AI is About Proof of Value

The easier it is to generate a proof of concept, the quicker the pivot to demonstrating value.

Velocity to Value

There are two ways to attract attention writing about AI. The first is to treat it as a cure-all and retell grand stories of ground breaking successes. The second is to dismiss it as toy for tech-nerds and imply it’s dangerous for normal people. Neither approach fits with my experience working with businesses.

There is a big difference between running a business backed by your own capital, or that of close contacts, and a startup seeking outside capital almost straightaway. A lot of the advice to startups is about gaining traction. This revolves around experimentation, failing fast, being slow to hire and quick to fire, and other cultural norms that have become part of Silicon Valley folklore.

AI’s superpower is speed, which it makes it ideal for all of the things the advice says a startup should do. This does not work for the majority of businesses that are making it without endless cash to burn.

The number of people using AI is exploding. The number using it effectively is not. This does not mean that AI will go away.

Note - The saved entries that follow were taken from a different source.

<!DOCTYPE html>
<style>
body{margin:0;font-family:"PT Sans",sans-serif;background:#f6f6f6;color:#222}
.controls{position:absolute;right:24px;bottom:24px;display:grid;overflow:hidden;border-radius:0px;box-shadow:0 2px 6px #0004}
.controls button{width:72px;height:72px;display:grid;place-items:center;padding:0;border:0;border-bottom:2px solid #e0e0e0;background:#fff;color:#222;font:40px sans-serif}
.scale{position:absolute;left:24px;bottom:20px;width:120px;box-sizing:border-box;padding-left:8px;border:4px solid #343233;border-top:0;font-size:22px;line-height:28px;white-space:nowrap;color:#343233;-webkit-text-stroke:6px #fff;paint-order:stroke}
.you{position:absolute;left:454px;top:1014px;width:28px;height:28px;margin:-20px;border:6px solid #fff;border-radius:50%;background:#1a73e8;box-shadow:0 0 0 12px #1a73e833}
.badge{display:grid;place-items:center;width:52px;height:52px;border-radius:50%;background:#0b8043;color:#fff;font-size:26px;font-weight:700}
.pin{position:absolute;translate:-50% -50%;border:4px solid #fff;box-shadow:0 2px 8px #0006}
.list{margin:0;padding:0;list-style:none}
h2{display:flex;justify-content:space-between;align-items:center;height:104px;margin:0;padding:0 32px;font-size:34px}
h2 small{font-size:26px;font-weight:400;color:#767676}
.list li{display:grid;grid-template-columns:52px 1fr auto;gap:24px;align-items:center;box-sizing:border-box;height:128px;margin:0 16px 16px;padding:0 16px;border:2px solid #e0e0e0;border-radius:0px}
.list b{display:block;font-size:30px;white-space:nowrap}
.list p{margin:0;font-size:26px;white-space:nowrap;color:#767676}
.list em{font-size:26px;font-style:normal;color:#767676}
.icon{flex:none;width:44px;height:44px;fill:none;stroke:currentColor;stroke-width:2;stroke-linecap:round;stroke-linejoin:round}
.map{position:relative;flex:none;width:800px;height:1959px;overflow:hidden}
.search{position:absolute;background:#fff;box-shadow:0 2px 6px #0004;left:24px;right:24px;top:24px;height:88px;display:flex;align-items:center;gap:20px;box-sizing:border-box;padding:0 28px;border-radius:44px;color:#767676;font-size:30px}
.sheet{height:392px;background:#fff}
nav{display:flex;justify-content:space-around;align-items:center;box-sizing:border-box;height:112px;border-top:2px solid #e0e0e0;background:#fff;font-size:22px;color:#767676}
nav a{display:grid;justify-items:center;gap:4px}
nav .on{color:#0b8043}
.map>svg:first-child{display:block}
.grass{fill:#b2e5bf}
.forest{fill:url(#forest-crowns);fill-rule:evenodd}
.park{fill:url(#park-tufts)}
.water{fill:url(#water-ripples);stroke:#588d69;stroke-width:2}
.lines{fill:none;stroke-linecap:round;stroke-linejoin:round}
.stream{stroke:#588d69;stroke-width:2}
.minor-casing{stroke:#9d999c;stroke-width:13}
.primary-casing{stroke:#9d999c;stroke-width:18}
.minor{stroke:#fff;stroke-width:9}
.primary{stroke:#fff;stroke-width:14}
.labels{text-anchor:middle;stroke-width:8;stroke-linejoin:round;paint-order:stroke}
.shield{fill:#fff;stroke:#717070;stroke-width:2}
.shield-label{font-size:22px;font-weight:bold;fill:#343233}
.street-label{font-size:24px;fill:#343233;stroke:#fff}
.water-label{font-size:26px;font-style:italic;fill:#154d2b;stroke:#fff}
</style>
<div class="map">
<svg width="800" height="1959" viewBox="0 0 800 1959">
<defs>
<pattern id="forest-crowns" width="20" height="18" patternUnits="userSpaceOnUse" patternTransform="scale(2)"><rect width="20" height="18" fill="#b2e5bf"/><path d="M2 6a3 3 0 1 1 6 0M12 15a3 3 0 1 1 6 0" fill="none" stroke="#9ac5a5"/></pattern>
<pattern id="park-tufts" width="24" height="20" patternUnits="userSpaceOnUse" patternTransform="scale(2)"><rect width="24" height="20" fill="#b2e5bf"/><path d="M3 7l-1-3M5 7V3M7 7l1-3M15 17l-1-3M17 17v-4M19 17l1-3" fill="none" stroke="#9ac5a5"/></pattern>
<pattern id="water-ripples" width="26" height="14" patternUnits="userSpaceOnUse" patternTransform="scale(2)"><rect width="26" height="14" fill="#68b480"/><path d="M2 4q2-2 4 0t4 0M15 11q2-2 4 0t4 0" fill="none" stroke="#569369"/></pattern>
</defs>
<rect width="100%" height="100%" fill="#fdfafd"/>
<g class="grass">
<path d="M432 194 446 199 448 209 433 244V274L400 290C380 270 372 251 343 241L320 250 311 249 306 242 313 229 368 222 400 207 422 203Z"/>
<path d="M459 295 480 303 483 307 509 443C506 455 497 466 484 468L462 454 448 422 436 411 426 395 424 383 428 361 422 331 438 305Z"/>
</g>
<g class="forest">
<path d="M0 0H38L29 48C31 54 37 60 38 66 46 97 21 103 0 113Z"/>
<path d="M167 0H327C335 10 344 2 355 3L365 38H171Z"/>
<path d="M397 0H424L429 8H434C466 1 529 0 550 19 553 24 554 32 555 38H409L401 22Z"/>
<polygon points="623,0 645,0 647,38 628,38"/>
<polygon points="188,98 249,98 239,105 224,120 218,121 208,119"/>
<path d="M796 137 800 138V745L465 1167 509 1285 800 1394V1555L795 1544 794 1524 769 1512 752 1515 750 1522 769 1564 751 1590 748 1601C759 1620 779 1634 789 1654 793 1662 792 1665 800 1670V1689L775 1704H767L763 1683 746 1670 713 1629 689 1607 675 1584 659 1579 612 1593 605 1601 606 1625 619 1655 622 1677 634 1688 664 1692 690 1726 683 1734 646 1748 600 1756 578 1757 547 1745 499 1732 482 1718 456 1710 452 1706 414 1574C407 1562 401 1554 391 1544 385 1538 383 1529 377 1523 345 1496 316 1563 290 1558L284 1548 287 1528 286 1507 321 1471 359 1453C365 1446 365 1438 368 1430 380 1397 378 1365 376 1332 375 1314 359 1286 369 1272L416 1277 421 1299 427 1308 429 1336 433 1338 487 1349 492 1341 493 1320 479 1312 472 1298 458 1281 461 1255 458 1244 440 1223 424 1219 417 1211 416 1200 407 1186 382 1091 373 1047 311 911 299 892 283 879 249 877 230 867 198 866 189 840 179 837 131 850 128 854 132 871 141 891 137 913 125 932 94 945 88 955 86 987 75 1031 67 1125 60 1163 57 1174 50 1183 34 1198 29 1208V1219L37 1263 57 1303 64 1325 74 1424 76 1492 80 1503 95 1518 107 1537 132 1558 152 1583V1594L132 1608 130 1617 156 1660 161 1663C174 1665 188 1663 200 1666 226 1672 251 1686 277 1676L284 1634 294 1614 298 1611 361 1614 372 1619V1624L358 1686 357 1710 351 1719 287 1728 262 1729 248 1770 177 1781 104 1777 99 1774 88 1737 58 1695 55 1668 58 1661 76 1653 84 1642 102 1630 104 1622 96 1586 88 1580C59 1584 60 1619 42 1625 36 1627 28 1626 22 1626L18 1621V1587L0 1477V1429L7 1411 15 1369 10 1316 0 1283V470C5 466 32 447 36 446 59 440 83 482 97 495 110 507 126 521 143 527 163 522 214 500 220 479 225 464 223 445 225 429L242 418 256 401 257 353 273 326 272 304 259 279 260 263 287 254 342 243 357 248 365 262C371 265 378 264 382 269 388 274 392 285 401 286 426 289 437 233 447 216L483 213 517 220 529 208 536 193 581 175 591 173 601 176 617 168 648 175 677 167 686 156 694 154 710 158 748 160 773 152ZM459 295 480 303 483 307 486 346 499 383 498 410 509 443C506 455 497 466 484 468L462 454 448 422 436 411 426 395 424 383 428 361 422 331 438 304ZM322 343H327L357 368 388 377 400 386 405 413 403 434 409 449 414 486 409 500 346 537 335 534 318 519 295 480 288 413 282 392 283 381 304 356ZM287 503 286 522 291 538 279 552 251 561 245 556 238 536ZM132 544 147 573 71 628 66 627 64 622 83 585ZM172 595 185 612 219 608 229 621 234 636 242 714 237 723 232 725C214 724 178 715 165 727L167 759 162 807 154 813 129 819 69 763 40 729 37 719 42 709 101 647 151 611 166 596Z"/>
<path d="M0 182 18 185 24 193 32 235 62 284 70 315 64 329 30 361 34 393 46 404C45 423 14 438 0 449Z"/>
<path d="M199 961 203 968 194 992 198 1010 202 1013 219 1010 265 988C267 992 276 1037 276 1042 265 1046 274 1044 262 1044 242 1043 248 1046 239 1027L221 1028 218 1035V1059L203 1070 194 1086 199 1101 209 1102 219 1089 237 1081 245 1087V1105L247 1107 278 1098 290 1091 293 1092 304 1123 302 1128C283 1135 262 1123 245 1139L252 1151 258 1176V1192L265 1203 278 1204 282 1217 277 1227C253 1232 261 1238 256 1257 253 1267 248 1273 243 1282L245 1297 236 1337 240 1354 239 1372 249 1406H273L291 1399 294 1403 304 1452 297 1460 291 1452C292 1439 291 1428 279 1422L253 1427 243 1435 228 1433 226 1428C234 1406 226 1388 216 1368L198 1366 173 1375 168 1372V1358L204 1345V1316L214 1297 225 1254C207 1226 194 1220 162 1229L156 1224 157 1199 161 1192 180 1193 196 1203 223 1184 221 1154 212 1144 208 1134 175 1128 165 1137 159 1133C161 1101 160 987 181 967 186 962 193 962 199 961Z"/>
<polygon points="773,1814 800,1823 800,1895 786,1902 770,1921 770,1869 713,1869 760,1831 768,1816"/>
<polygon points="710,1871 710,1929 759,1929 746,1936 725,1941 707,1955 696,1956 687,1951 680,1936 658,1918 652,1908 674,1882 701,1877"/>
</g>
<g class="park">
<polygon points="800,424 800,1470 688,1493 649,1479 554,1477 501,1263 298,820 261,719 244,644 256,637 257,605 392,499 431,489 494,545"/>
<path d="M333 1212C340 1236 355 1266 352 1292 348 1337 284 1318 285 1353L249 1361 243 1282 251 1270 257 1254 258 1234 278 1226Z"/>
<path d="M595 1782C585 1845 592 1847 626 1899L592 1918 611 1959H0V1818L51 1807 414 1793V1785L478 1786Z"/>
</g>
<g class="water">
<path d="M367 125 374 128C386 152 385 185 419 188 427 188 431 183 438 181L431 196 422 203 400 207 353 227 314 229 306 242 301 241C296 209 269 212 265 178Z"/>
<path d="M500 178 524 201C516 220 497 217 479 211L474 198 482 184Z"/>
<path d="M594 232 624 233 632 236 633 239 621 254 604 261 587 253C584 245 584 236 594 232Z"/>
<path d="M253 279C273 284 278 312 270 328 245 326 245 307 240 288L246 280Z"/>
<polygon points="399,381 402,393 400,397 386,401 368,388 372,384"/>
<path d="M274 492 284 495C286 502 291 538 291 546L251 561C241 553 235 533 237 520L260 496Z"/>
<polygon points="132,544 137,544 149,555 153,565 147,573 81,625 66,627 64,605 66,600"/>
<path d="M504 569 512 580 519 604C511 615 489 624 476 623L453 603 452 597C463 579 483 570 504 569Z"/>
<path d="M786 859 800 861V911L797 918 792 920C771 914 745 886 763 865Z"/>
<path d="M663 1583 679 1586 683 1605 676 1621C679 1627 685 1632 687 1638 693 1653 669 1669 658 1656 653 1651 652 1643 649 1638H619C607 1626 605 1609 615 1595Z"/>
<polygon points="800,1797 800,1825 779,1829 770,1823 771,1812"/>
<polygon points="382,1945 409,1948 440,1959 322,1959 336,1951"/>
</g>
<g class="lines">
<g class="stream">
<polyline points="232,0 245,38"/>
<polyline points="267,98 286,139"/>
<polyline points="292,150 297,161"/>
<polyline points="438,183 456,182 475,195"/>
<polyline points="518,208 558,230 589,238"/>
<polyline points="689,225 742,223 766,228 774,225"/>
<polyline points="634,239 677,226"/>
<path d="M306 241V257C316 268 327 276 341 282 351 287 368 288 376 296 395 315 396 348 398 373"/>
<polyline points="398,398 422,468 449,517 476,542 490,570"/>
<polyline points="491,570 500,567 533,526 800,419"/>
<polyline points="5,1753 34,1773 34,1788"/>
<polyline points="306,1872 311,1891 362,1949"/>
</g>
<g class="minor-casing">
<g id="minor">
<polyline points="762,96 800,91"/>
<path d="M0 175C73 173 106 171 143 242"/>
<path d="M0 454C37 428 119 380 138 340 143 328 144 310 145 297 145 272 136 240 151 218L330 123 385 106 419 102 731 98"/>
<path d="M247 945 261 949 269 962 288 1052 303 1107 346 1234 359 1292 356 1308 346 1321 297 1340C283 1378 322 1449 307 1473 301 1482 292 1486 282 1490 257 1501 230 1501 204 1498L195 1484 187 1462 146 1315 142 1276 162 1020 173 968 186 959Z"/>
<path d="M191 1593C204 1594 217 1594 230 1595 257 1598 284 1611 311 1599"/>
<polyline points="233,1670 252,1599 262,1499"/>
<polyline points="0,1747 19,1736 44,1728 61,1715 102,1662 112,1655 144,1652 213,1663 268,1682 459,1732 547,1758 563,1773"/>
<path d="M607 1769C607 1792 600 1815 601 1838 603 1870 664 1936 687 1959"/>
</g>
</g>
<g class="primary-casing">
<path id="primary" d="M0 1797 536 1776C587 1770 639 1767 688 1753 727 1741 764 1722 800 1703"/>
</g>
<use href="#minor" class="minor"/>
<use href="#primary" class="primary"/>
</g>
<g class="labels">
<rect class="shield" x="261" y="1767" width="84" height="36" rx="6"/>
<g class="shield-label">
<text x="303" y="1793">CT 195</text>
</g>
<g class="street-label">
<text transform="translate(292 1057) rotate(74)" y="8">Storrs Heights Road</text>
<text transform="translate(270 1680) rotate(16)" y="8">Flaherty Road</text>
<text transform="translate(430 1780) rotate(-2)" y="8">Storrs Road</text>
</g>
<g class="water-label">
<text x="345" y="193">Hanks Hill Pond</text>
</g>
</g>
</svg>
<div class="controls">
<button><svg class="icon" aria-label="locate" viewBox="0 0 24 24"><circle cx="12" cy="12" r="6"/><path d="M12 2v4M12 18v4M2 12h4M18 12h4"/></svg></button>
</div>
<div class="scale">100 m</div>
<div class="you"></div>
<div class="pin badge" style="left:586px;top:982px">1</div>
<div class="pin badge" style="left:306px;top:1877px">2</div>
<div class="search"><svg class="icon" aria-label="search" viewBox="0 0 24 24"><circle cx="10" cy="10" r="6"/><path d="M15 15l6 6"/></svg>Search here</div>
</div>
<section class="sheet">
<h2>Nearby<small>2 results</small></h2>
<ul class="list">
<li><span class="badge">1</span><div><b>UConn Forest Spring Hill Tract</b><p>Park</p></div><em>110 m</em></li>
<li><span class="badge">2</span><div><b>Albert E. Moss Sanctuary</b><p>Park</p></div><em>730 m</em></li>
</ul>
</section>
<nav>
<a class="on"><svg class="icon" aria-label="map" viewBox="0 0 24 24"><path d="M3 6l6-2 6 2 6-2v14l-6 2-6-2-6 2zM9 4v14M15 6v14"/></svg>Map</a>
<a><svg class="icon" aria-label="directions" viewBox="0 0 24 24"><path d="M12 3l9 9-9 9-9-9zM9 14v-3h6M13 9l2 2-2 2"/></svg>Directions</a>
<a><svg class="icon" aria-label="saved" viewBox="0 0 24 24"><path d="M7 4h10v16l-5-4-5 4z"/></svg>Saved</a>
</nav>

There is far too much invested in its success and there is genuine improvement in its capabilities month-by-month. It does mean, however, that the right metric to measure AI is not the volume of experimentation, but what we might call the velocity to value.

A Simple Way to Prioritise Ideas

The value of a process to your business depends on the time saved or revenue earned, and the number of times the process happens. An idea that saves ten minutes matters if it occurs 500 times a week.

Then you must consider whether staff will adopt the process. An idea that transforms how they work may save a fortune on paper, but deliver little because people are overwhelmed. The final consideration is complexity. A brilliant new process that is complicated to introduce is a significant risk to a business.

Ask these questions before embarking on a new project:

  1. What’s the measurable outcome? Hours, margin, error rate, conversion, NPS?

  2. Who owns the process today and tomorrow? Name them.

  3. Which data do we need and is it accessible/clean/legal to use?

  4. How will frontline staff be trained and supported?

  5. How will we evaluate performance? Precision, task success rate, cost per task?

  6. What’s the risk profile? Regulatory, reputational or operational and how do we mitigate?

  7. What does putting into production mean? Uptime, monitoring, incident response?

If you can’t answer these questions on a single page, you’re not ready.

Augment or Automate

Not every task should be automated. Sometimes the best move is to augment. This means giving people leverage rather than replacing them. Ask:

  • Is the task high stakes? (legal filings vs. internal memos)

  • Is the output easily verifiable? (spreadsheet formulas vs. strategic advice)

  • Is context fluid or fixed? (policies change weekly, stock keeping units do not)

  • What’s the cost of a wrong answer?

Aim for “human in the loop” by default, “human on the loop” for stable, low-risk tasks, and “no human” only when automation is safer and cheaper.

The Importance of Culture

At MSBC, we spend a lot of time thinking about the right model to deploy for a project. Nonetheless, the biggest predictor of AI success is the culture of the client. These are the signs we look for when deciding whether to work with a business.

The most important element is top down support. Leadership must back the plan with a budget for tools and training, otherwise a project is a non-starter.

Then the culture must allow teams to fail. If an idea must to work to justify the expense then don’t try it. Avoid the alternative of spending on projects that don’t make a meaningful difference.

Thirdly, ensure that operations and compliance are aligned. Involve everyone from day one.

When you get these three things right you’ll see AI ideas bubble up from the frontline. Get them wrong and you’ll burn cash with nothing to show for it. There are several coping strategies that we watch out for.

“We’ll get an intern to try GPT.” This is the summertime special. It can be great for learning and useless for sustainable value. The enthusiasm dies when the intern leaves.

“Let’s integrate every tool we use.” There will be a lot of AI use that can stay at the personal level. Training people to prompt LLMs does not mean they must automate their work. Just make sure that access to data is controlled behind the scenes.

“Legal will look at it later.” If you are not planning for success then you won’t deliver it.

“We need a custom model.” 99% of small businesses use cases don’t. Spend that budget on the right tool and proper training.

Tailored For Any Budget

The majority of small businesses we work with start out with a significant fear of failure. They are not used to dashing off experiments and seeing which ones work. They have too much respect for cashflow and are a long way from Silicon Valley.

What these businesses do share is a desire to improve. This might be due to fear of missing out, or a desire to leapfrog the competition. Most often though it’s the result of the same curiosity that lead them to start the business in the first place.

These businesses are led by people who make the time for change. Once we identify that then the solution can be tailored for any budget.

Questions to Ask and Answer

  1. Am I automating a process that’s worth it?

  2. How will I know if my automation is successful?

  3. Am I paying lip service to automation hoping AI goes away?